De Rechtbank heeft bij uitspraak van 12 mei 2022 de vastgestelde waardes van twee van de drie onroerende zaken verder verlaagd en de beroepen in zoverre gegrond verklaard. De klacht van belanghebbende over de door de heffingsambtenaar toegepaste wegingsfactor bij de berekening van de kostenvergoeding van de bezwaarfase heeft de Rechtbank afgewezen. De vergoeding voor de kosten van het beroep heeft de Rechtbank vastgesteld op € 1.352,50, uitgaande van 2,5 punt, wegingsfactor 1, en een waarde per punt van € 541.
3 De oordelen van het Hof
Het door belanghebbende ingestelde incidentele hoger beroep richtte zich onder meer tegen de door de Rechtbank vastgestelde vergoeding van de kosten voor door een derde beroepsmatig verleende rechtsbijstand voor het bezwaar en het beroep, zoals hiervoor in 2.2 en 2.3 is weergegeven.
Het Hof heeft belanghebbende gevolgd in zijn standpunt dat de Rechtbank de proceskostenvergoeding tot een te laag bedrag heeft vastgesteld, en diens incidentele hoger beroep gegrond verklaard. Het Hof heeft onder verwijzing naar het arrest van de Hoge Raad van 27 mei 2022, ECLI:NL:HR:2022:752, de tegemoetkoming voor de beroepsfase nader vastgesteld op een bedrag van € 2.092,50, uitgaande van 2,5 punt, wegingsfactor 1, en een waarde per punt van € 837.

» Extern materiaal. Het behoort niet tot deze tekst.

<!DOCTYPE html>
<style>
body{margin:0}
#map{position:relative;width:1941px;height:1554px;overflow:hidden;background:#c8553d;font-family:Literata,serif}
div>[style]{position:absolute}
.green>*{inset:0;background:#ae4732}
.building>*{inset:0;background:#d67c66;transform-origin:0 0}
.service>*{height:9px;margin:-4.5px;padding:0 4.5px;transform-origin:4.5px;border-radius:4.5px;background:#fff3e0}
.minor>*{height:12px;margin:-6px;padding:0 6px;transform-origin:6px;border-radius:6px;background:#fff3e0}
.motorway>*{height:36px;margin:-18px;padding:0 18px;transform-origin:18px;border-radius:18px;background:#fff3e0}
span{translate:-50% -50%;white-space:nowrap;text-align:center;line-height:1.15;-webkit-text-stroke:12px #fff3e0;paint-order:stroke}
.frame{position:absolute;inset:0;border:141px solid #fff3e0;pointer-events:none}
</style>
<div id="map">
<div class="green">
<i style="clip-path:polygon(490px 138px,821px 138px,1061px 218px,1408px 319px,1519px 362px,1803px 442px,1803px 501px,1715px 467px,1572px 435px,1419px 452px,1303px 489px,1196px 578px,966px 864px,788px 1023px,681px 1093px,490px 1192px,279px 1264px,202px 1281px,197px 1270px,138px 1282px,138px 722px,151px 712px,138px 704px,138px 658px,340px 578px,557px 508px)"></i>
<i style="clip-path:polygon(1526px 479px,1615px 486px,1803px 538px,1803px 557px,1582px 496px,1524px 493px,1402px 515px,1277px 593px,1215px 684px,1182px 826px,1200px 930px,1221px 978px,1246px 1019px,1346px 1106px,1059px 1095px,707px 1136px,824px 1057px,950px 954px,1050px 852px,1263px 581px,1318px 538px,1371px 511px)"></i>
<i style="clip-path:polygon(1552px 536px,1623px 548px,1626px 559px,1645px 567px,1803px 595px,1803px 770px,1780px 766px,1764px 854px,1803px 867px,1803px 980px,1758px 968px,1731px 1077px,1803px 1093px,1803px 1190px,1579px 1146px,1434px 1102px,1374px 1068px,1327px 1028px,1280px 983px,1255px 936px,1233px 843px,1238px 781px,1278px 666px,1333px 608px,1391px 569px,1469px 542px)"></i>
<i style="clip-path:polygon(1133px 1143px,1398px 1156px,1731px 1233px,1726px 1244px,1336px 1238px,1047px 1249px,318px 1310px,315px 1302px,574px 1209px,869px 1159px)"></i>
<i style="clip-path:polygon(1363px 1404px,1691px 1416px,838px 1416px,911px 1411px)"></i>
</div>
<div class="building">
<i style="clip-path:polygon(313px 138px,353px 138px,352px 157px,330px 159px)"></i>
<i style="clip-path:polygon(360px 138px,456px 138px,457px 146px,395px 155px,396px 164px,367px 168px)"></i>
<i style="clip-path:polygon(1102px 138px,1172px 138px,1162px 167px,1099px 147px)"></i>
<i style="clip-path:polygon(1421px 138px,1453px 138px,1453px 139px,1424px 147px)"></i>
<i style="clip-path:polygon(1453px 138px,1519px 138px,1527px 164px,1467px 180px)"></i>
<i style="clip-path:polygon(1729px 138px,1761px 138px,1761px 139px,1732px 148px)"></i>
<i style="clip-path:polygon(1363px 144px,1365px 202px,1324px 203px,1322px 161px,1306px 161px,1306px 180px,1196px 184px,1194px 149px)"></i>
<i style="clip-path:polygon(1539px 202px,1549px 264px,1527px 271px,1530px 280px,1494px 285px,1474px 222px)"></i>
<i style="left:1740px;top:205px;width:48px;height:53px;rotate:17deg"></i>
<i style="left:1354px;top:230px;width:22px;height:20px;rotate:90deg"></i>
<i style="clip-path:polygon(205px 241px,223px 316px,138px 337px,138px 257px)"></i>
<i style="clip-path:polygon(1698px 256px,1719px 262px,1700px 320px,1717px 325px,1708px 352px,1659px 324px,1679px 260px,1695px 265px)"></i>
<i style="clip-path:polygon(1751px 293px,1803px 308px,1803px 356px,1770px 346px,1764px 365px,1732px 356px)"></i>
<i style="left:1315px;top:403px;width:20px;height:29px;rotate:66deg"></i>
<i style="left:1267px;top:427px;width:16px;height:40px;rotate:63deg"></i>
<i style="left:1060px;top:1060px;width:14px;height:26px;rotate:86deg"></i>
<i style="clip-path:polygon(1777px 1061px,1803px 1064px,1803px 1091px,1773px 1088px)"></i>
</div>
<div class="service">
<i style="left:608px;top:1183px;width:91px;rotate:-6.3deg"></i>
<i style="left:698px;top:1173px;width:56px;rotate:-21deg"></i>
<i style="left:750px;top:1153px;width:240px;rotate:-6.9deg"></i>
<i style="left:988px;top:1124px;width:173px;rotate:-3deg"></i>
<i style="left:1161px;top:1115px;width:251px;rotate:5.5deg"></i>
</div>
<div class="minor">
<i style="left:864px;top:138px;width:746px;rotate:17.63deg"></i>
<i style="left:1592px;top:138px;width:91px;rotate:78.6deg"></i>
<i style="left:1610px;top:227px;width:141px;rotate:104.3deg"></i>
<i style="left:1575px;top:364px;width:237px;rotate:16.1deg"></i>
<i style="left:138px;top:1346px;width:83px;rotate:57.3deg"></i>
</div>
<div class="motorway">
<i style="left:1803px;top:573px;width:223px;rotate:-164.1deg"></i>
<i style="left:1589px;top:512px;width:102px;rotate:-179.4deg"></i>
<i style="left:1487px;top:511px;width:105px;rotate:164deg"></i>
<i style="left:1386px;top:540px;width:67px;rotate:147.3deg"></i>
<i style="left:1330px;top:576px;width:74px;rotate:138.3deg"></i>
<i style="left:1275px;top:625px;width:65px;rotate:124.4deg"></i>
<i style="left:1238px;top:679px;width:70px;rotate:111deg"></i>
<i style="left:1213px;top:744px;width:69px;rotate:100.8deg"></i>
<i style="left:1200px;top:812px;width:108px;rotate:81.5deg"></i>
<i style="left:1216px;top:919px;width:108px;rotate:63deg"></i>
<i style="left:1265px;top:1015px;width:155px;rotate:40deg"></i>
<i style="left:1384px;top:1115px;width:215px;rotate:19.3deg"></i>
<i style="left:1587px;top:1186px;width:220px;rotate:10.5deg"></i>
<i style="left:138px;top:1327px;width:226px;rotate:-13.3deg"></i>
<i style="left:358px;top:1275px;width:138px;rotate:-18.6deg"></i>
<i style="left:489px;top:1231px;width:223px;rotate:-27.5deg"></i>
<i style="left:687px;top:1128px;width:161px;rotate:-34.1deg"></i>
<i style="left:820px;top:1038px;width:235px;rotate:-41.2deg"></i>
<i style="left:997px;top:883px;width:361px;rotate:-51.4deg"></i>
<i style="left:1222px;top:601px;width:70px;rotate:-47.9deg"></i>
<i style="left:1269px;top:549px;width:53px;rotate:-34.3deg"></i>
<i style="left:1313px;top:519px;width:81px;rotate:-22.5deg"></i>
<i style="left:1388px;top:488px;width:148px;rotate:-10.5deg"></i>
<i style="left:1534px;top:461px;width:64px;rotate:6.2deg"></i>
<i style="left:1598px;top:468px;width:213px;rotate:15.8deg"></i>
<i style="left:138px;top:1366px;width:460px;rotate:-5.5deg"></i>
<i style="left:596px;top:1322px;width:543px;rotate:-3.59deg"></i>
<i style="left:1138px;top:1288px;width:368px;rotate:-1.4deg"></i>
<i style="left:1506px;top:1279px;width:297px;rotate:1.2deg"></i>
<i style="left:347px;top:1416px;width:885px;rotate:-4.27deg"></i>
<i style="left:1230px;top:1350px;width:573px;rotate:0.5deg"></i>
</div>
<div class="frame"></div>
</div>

Verder heeft het Hof geoordeeld dat punt 1 van onderdeel B2 van de bijlage bij het Besluit proceskosten bestuursrecht, anders dan belanghebbende betoogde, niet in strijd komt met het discriminatieverbod van artikel 1 van de Grondwet of enig algemeen rechtsbeginsel. Ook heeft de besluitgever met de door hem gegeven toelichting in redelijkheid kunnen besluiten om de puntwaarden voor beroep en hoger beroep per 1 juli 2021 wel te verhogen, maar de puntwaarden voor bezwaar en administratief beroep niet, aldus het Hof.
De beslissing van het Hof luidt, voor zover van belang, als volgt:
“Het hof: (...)
- vernietigt de uitspraak van de rechtbank, maar alleen voor de beslissing over de proceskostenvergoeding in beroep, de vergoeding van griffierechten in beroep en de vergoeding van immateriële schade;
(...) - veroordeelt de heffingsambtenaar in de proceskosten van belanghebbende tot een bedrag van € 1.897,50 (voor het beroep) en € 837 (voor het hoger beroep) (...)”.